The stakes are higher on abortion, where the staleness of the Democrats'
argument is also hurting them. After years of dire warnings by women's
groups, the right to choose is truly on the line this time. With at least
three Supreme Court justices expected to retire in the next four years, Roe
v. Wade could well be reversed if Bush is re-elected (depending, in part,
on the Senate elections). If Roe goes down, more than 30 states are
expected to outlaw abortion.

As for the prospect of a military draft, Bush is correct when he says he
has no plans for conscription; it is unnecessary for Iraq. But he has yet
to explain what he'll do about an Army that is by all accounts
overstretched and putting severe strains on the guard and Reserves. And the
world could change abruptly (by, say, a single assassin's bullet in
Pakistan); a second war of the same size would require a draft.

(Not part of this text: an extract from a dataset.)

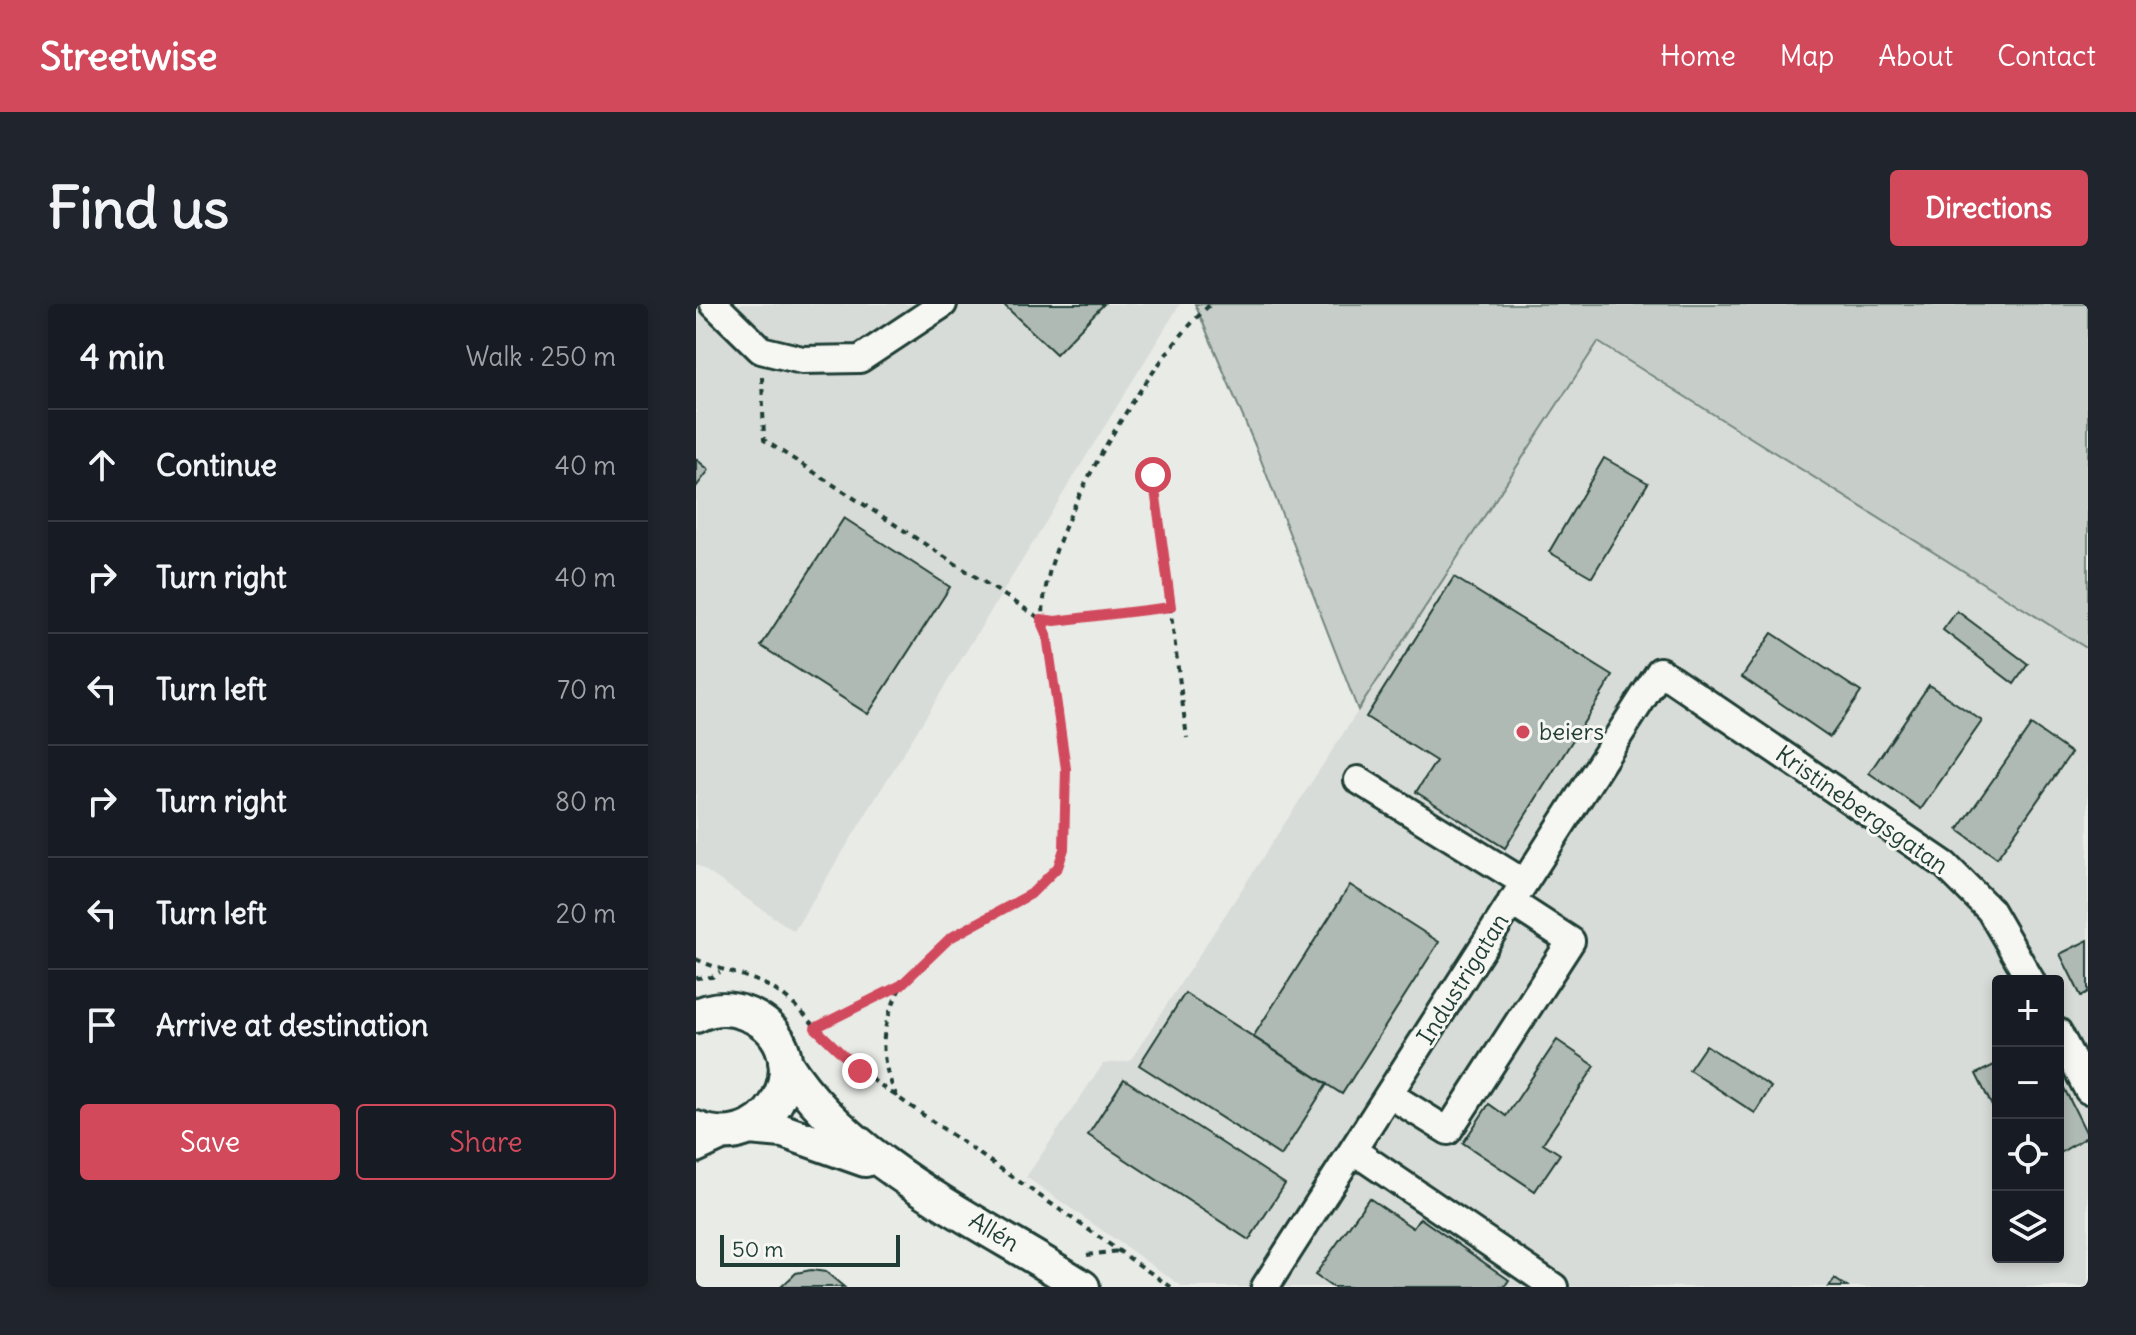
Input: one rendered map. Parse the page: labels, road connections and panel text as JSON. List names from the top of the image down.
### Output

The shorthand that Bush is relying on to win is that he will protect
America and Kerry won't. This may work politically, but it is simply
untrue. Does anyone seriously believe Kerry wouldn't fight Al Qaeda? As for
Homeland Security, Kerry could hardly do worse. Bush sold out to the
chemical industry—so chemical plants are largely unprotected. He failed to
follow through on cargo security—so ports are unsecured. Compare Bush to a
real wartime leader like Franklin D. Roosevelt. When FDR ordered that
50,000 combat aircraft be built in five months, he was told it was
impossible. He made it happen. When Bush, by contrast, was told it would
take five years after 9/11 to consolidate terrorist watch lists and replace
the FBI's primitive computers, he shrugged and sat on his hands. The job
remains undone. Now that's frightening.